Most incredibly, when asked specifically if he has ever discussed the Russia investigation with his father, as I said, Trump Jr. said, "No, not that I remember."
Well, joining me right now is Ken Dilanian, national security reporter for NBC News. And Michael Schmidt is a reporter with "The New York Times" and an MSNBC contributor. And, also, U.S. Congresswoman Jackie Speier of California, she`s a Democrat and she`s on the Intelligence Committee.
Thank you all.
I have got to start with Ken on this.
I guess the hardest thing to believe is that the son, who is serving the father in his campaign and has got himself convinced he`s got some dirt on a campaign they`re well behind in at this point, about six or seven points, this could be the Hail Mary, he`s got some dirt from the Russians on Hillary Clinton, he`s about to get it full, never talks to his father about it, but does have phone calls, conversations with somebody on a blocked line.
What do we make of the credibility of that claim?
KEN DILANIAN, NBC NEWS NATIONAL SECURITY CORRESPONDENT: It`s incredibly hard to believe, Chris. You laid it out perfectly there.
And also his expressions of "I don`t recall" throughout this interview. He`s just not a very credible witness. But here`s the important thing.
He has locked himself into this story now because it`s a crime to lie to Congress. He wasn`t under oath. But you can`t lie to Congress. That`s his story. And if in fact this blocked number was Donald Trump, you can bet that Robert Mueller already has these phone records. He would subpoena the phone provider and figure out whose number that was.
Now, that doesn`t problem that Donald Jr. talked to his father about this, but it`s very suggestive circumstantial evidence that that in fact was Donald Trump. And the other thing that these transcripts underscored, Chris, is the extent to which Donald Trump Jr. viewed this meeting entirely through the lens of this was opposition research that he was getting from a foreign government, no ifs, ands or buts.
Rob Goldstone, the music promoter who set it up, testified that he thought it would be a smoking gun that could really derail Hillary`s candidacy. At the end of the day, it wasn`t that. But it`s clear that the Trump campaign was on record acknowledging that they were willing to accept that from a foreign government.

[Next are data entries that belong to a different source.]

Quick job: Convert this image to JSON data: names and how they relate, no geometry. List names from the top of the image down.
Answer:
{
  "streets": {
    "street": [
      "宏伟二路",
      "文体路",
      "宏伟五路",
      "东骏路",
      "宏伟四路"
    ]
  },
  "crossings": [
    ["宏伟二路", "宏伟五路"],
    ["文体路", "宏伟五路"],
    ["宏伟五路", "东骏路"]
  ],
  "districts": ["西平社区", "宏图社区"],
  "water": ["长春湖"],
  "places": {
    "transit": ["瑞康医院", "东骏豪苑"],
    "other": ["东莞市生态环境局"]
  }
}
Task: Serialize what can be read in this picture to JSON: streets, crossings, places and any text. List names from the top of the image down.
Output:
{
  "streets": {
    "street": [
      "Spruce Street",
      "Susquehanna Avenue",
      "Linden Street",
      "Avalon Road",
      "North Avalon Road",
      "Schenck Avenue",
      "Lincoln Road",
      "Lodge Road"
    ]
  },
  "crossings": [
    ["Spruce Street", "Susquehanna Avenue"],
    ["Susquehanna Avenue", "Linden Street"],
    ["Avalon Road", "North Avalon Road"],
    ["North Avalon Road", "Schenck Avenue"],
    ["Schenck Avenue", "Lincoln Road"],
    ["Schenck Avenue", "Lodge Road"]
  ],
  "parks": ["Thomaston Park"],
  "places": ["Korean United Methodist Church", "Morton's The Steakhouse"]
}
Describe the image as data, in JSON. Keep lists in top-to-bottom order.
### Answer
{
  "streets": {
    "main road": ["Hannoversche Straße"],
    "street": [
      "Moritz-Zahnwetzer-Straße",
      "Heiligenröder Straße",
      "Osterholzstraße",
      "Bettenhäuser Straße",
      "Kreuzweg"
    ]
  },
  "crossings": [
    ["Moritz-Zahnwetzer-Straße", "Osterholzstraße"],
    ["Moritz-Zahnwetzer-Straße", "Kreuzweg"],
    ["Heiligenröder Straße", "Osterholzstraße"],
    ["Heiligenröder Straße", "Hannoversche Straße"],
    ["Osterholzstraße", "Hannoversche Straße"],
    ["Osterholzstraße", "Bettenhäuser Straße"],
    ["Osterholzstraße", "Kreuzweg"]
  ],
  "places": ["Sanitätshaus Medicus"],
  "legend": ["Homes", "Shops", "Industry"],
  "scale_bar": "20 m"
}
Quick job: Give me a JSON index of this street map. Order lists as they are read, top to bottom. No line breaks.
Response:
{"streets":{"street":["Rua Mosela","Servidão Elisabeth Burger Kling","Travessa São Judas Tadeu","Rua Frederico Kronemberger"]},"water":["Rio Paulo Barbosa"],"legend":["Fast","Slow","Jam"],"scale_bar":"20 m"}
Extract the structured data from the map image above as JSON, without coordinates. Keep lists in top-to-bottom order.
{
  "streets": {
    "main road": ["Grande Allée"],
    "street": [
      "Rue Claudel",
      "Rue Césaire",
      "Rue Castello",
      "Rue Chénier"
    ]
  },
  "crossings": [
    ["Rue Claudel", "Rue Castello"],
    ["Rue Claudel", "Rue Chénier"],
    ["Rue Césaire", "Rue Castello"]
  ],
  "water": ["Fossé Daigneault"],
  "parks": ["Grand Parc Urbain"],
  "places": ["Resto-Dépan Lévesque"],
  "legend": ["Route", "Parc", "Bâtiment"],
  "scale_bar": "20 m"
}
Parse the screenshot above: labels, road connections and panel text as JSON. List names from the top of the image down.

MATTHEWS: Well, two of the participants of that meeting, at that meeting at Trump Tower who testified before the Senate Judiciary Committee appear to portray Donald Trump Jr. as eager to receive the dirt he had been promised.
According to the Russian lobbyist who was at that meeting, Jr. opened up the meeting by saying, "So, I believe you have some information for us."
When he didn`t appear to getting what he wanted, Trump Jr. probed further and said, "Ask if they have got anything on Hillary," according to another participant.
And my question, Michael Schmidt, on this stuff here, what do you sense this is all about, this meeting with the Russians? It looks tome the most clearest example, which is transparent, that they at least tried to work with the Russians in getting dirt on Hillary to help defeat her.
MICHAEL SCHMIDT, MSNBC CONTRIBUTOR: Yes.
You have to remember, originally, the explanation for this meeting was that it was about adoption, that it was about adoption laws that had been put in place between the United States and Russia and the efforts to change that.
As we uncovered more about this story, and we actually were able to find out what they were talking about, the Trump story changed. Now, even that is in there today. There`s acknowledgements by Trump folks saying that the president did weigh in on how they responded last July when they had to deal with this publicly.
If you remember, the president was flying back from Europe.
MATTHEWS: Yes.
SCHMIDT: We were pressing them for -- on questions about this, and they had to come up with an answer. Their story changed several times.
But the president was involved in this. And we know that that issue is something that Mueller is focused on himself. Was the president trying to obstruct the investigation by putting false information out there?
MATTHEWS: How did the president know about the meeting at Trump Tower if his son didn`t tell him about it? Who gave him the update, the fill-in on that whole meeting, so he can sit there and spin it with his press statement?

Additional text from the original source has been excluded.